Arthur Gietzelt became Councillor Arthur Gietzelt when he was first elected to the Sutherland Shire Council in 1956. He served nine terms as shire president—from 1961 to 1963 and again from 1966 to 1971. He was instrumental in setting up a scheme whereby the council acquired land, developed it and then auctioned the finished product. The proceeds paid for public infrastructure in the shire. In 1967, he was elected to the executive of the New South Wales Local Government Association, a role he remained in until 1971.

Councillor Gietzelt then became Senator Gietzelt on his election to the Senate in 1970. In 1971, he and his family were the victims of what one assumes was an attempted assassination when their house was bombed with 17 sticks of gelignite. The blast occurred at 2.20 am outside the main bedroom which adjoined the front veranda about five feet from where Senator Gietzelt and his wife were sleeping. A double layer of bricks was the only thing that saved their lives. According to Senate Gietzelt, the community response was magnificent. A former independent shire councillor and retired builder arrived with a small workforce to remedy the immediate damage. I also note that Don Dobie, the then local federal Liberal member for Cook, and Jim Cover attended on behalf of the Liberal Party, as did others.

In 1975, Senator Gietzelt led the backbench revolt opposing the Labor cabinet's decision to issue export permits for sandmining on Fraser Island. In 1976, Senator Gietzelt became shadow minister for agriculture and later shadow minister for consumer and administrative affairs. From 1983 to 1987, the former engineer sergeant was Minister for Veterans' Affairs in the Hawke government. He instigated the Agent Orange royal commission, recognised the role of the Indigenous Australians who patrolled the northern coastline of Australia in World War II, was a strong supporter of the Vietnam Veterans Association, introduced homecare services for veterans and simplified disparate veterans' welfare entitlements under the new Veterans' Entitlement Act 1986.

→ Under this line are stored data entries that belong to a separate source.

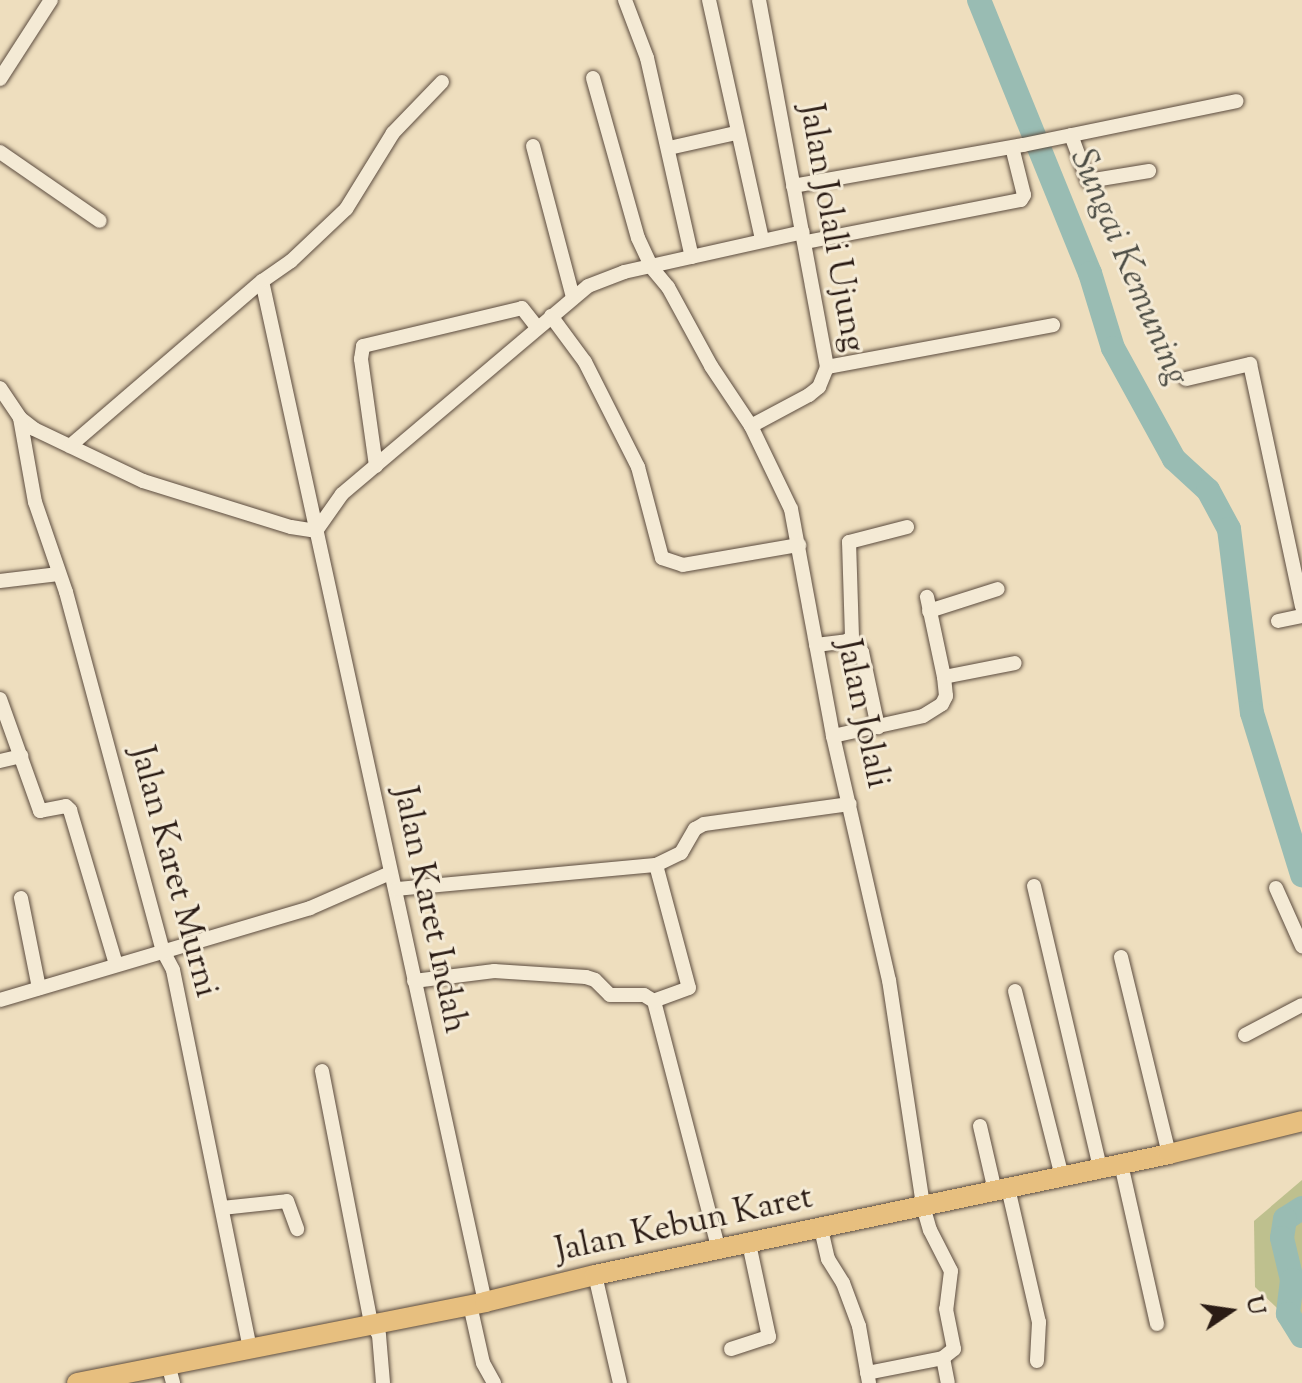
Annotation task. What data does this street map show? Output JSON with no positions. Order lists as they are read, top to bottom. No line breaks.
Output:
{"streets":{"main road":["Jalan Kebun Karet"],"street":["Jalan Jolali Ujung","Jalan Jolali","Jalan Karet Murni","Jalan Karet Indah"]},"crossings":[["Jalan Jolali Ujung","Jalan Jolali"],["Jalan Jolali","Jalan Kebun Karet"],["Jalan Karet Murni","Jalan Kebun Karet"],["Jalan Karet Indah","Jalan Kebun Karet"]],"water":["Sungai Kemuning"],"north":"right"}
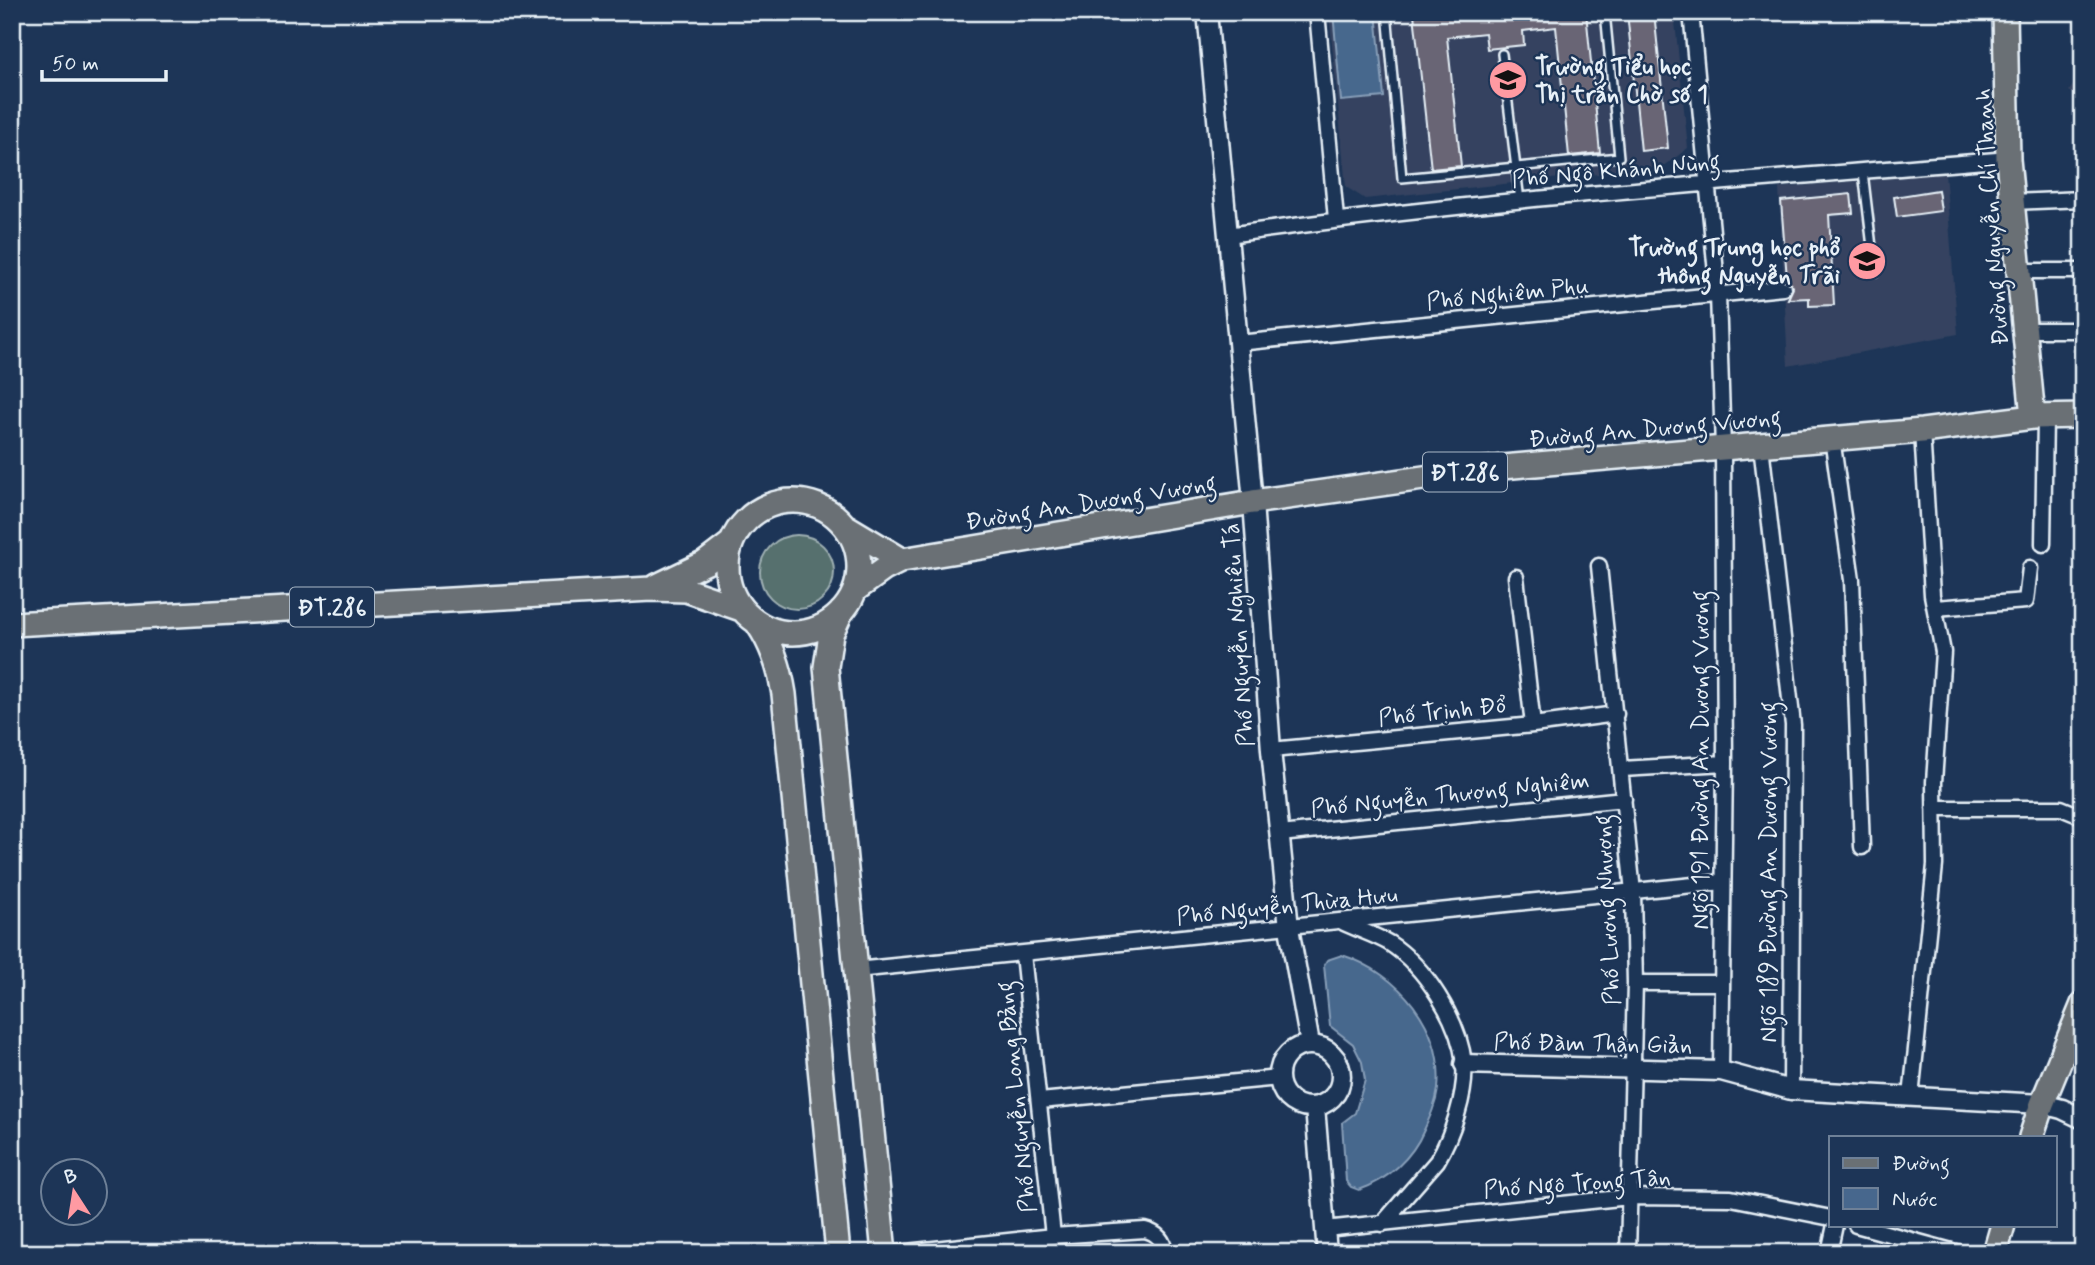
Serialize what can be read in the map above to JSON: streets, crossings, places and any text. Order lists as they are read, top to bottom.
{
  "streets": {
    "main road": ["Đường Nguyễn Chí Thanh", "Đường An Dương Vương", "ĐT.286"],
    "street": [
      "Phố Ngô Khánh Nùng",
      "Phố Nghiêm Phụ",
      "Phố Nguyễn Nghiêu Tá",
      "Phố Trịnh Đổ",
      "Ngõ 191 Đường An Dương Vương",
      "Phố Nguyễn Thượng Nghiêm",
      "Ngõ 189 Đường An Dương Vương",
      "Phố Nguyễn Thừa Hưu",
      "Phố Lương Nhượng",
      "Phố Đàm Thận Giản",
      "Phố Nguyễn Long Bảng",
      "Phố Ngô Trọng Tân"
    ]
  },
  "crossings": [
    ["Phố Ngô Khánh Nùng", "Đường Nguyễn Chí Thanh"],
    ["Phố Ngô Khánh Nùng", "Phố Nguyễn Nghiêu Tá"],
    ["Phố Ngô Khánh Nùng", "Ngõ 191 Đường An Dương Vương"],
    ["Đường Nguyễn Chí Thanh", "Đường An Dương Vương"],
    ["Phố Nghiêm Phụ", "Phố Nguyễn Nghiêu Tá"],
    ["Phố Nghiêm Phụ", "Ngõ 191 Đường An Dương Vương"],
    ["Đường An Dương Vương", "ĐT.286"],
    ["Đường An Dương Vương", "Phố Nguyễn Nghiêu Tá"],
    ["Đường An Dương Vương", "Ngõ 191 Đường An Dương Vương"],
    ["Đường An Dương Vương", "Ngõ 189 Đường An Dương Vương"],
    ["Phố Nguyễn Nghiêu Tá", "Phố Trịnh Đổ"],
    ["Phố Nguyễn Nghiêu Tá", "Phố Nguyễn Thượng Nghiêm"],
    ["Phố Nguyễn Nghiêu Tá", "Phố Nguyễn Thừa Hưu"],
    ["Phố Trịnh Đổ", "Phố Lương Nhượng"],
    ["Ngõ 191 Đường An Dương Vương", "Phố Nguyễn Thừa Hưu"],
    ["Ngõ 191 Đường An Dương Vương", "Phố Đàm Thận Giản"],
    ["Phố Nguyễn Thượng Nghiêm", "Phố Lương Nhượng"],
    ["Ngõ 189 Đường An Dương Vương", "Phố Đàm Thận Giản"],
    ["Phố Nguyễn Thừa Hưu", "Phố Lương Nhượng"],
    ["Phố Nguyễn Thừa Hưu", "Phố Nguyễn Long Bảng"],
    ["Phố Lương Nhượng", "Phố Đàm Thận Giản"],
    ["Phố Lương Nhượng", "Phố Ngô Trọng Tân"]
  ],
  "places": {
    "school or university": ["Trường Tiểu học Thị trấn Chờ số 1", "Trường Trung học phổ thông Nguyễn Trãi"]
  },
  "legend": ["Đường", "Nước"],
  "scale_bar": "50 m",
  "north": "top"
}
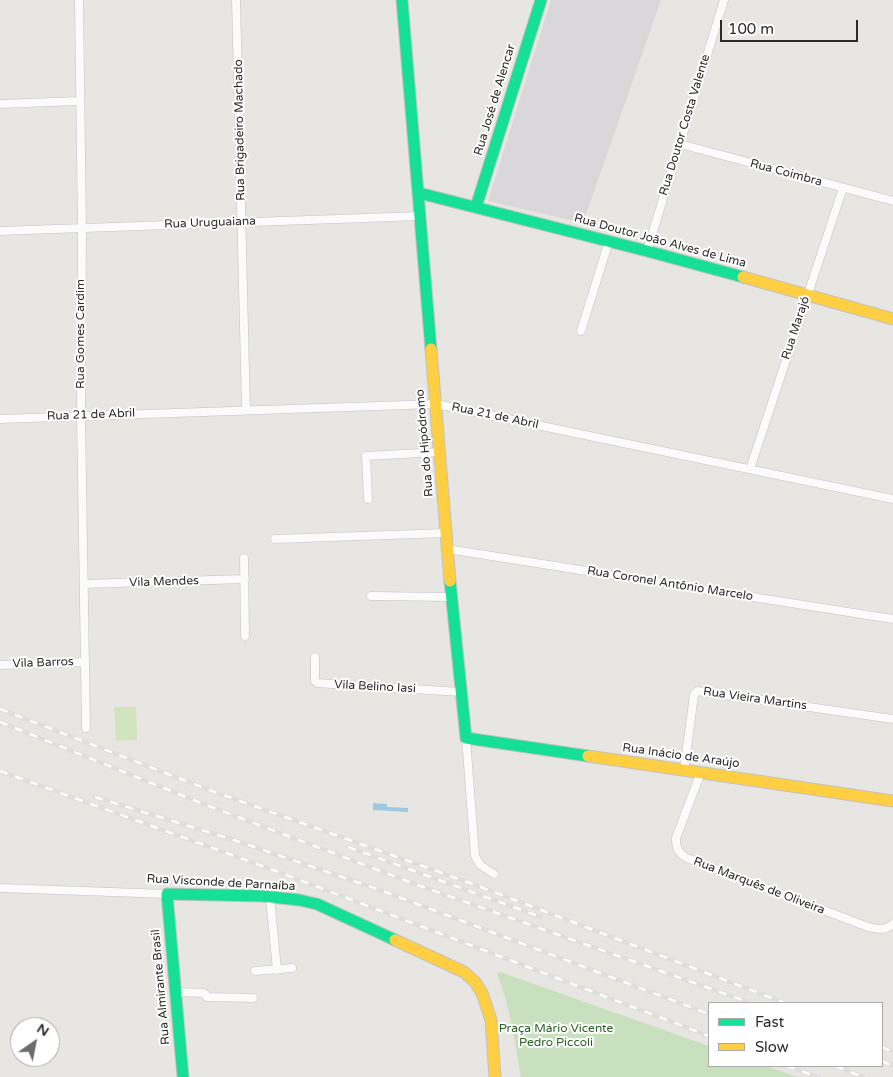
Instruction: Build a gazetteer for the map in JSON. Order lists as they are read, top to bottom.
{
  "streets": {
    "street": [
      "Rua José de Alencar",
      "Rua Doutor Costa Valente",
      "Rua Brigadeiro Machado",
      "Rua Coimbra",
      "Rua Uruguaiana",
      "Rua Doutor João Alves de Lima",
      "Rua Marajó",
      "Rua Gomes Cardim",
      "Rua 21 de Abril",
      "Rua do Hipódromo",
      "Vila Mendes",
      "Rua Coronel Antônio Marcelo",
      "Vila Barros",
      "Vila Belino Iasi",
      "Rua Vieira Martins",
      "Rua Inácio de Araújo",
      "Rua Visconde de Parnaíba",
      "Rua Marquês de Oliveira",
      "Rua Almirante Brasil"
    ]
  },
  "crossings": [
    ["Rua José de Alencar", "Rua Doutor João Alves de Lima"],
    ["Rua Doutor Costa Valente", "Rua Coimbra"],
    ["Rua Doutor Costa Valente", "Rua Doutor João Alves de Lima"],
    ["Rua Brigadeiro Machado", "Rua Uruguaiana"],
    ["Rua Brigadeiro Machado", "Rua 21 de Abril"],
    ["Rua Coimbra", "Rua Marajó"],
    ["Rua Uruguaiana", "Rua Gomes Cardim"],
    ["Rua Uruguaiana", "Rua do Hipódromo"],
    ["Rua Doutor João Alves de Lima", "Rua Marajó"],
    ["Rua Doutor João Alves de Lima", "Rua do Hipódromo"],
    ["Rua Marajó", "Rua 21 de Abril"],
    ["Rua Gomes Cardim", "Rua 21 de Abril"],
    ["Rua Gomes Cardim", "Vila Mendes"],
    ["Rua Gomes Cardim", "Vila Barros"],
    ["Rua 21 de Abril", "Rua do Hipódromo"],
    ["Rua do Hipódromo", "Rua Coronel Antônio Marcelo"],
    ["Rua do Hipódromo", "Vila Belino Iasi"],
    ["Rua do Hipódromo", "Rua Inácio de Araújo"],
    ["Rua Vieira Martins", "Rua Inácio de Araújo"],
    ["Rua Inácio de Araújo", "Rua Marquês de Oliveira"],
    ["Rua Visconde de Parnaíba", "Rua Almirante Brasil"]
  ],
  "parks": ["Praça Mário Vicente Pedro Piccoli"],
  "legend": ["Fast", "Slow"],
  "scale_bar": "100 m",
  "north": "top right"
}
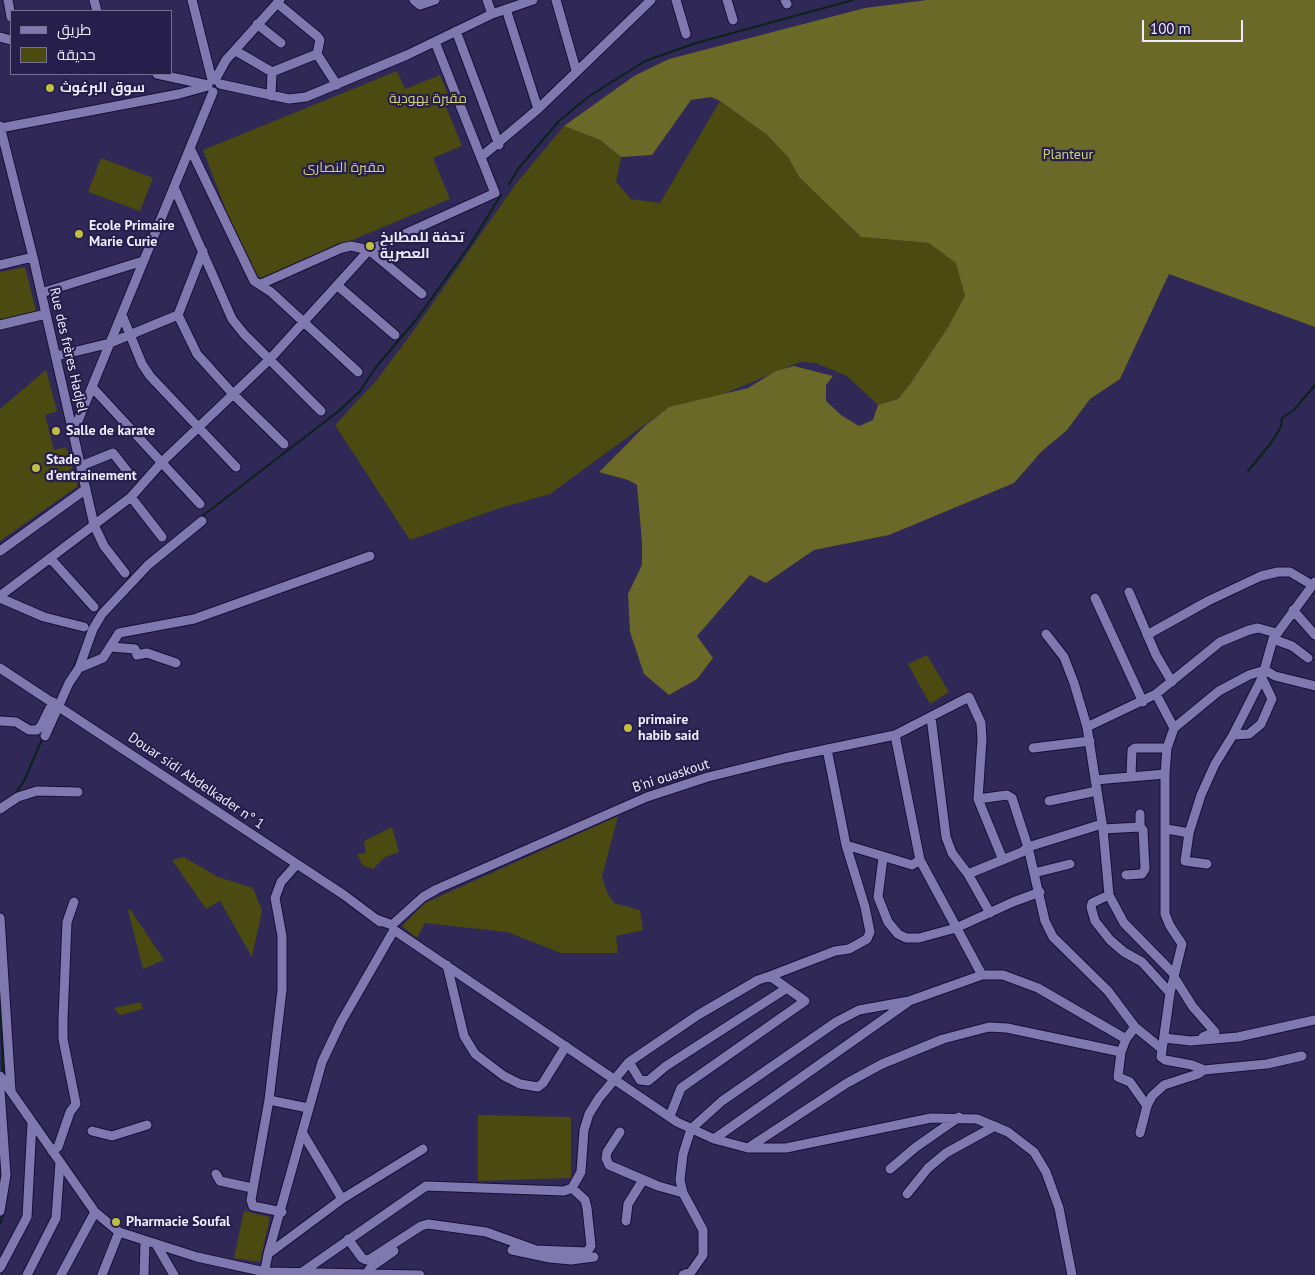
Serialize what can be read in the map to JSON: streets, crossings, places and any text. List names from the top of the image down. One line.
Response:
{"streets":{"street":["Rue des frères Hadjel","B'ni ouaskout","Douar sidi Abdelkader n° 1"]},"crossings":[["B'ni ouaskout","Douar sidi Abdelkader n° 1"]],"parks":["مقبرة يهودية","Planteur","مقبرة النصارى"],"places":["سوق البرغوث","Ecole Primaire Marie Curie","تحفة للمطابخ العصرية","Salle de karate","Stade d'entrainement","primaire habib said","Pharmacie Soufal"],"legend":["طريق","حديقة"],"scale_bar":"100 m"}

Senator Gietzelt also brought his own political views to the Veterans' Affairs portfolio. In 1985, he declared that the War Memorial should play a greater role in educating people about the causes and consequences of war—including 'the intermittent war that Australians had waged on the Aboriginal people'—and teaching them that occasionally wars are fought for narrow sectarian, ideological, economic or xenophobic reasons that have brought little credit to us as a nation. He also said:

Australia needed to learn more about the consequences that powerful military alliances could lead to for small and nominally independent nations, consequences that ranged from threats of economic warfare to the imposition of brutal military dictatorships should those nations seek to assert a measure of independence within such alliances.

Senator Gietzelt was joint Father of the Senate from 1987 until his departure from parliament in 1989 at the age of 68, after 18 years in federal politics. In deference to my colleague Senator Faulkner, it is said that Senator Gietzelt's exit, causing a casual vacancy, was deliberately timed to ensure that his Senate spot would be taken by Senator John Faulkner—one of the few left-wingers from New South Wales Labor Party headquarters—who would allegedly otherwise not have secured a winnable spot on a Senate ticket. I thank Senator Faulkner for his assistance with this part of my speech.

In an interview at the time, Senator Gietzelt listed his and the Left's achievements as the restructuring of all industry awards, the Hawke government's Prices and Income Accord, the capital gains tax and the defeat of Paul Keating's proposed consumption tax which, he said, would have had disastrous effects on the economy.

No comment on or indeed tribute to Arthur Gietzelt's life would be thorough if it failed to address the persistent accusations that Gietzelt, despite his denials, was also a member of the Communist Party. A recent article by Troy Bramston in The Australian notes that Gietzelt was widely believed to have been either a member or secret member of the Communist Party of Australia and that he had acted as an agent of influence on its behalf inside Labor, unions and community-based organisations. As former New South Wales Labor senator Graham Richardson said:

He was a very powerful opponent. How powerful? He became a minister even though everyone knew he was a communist.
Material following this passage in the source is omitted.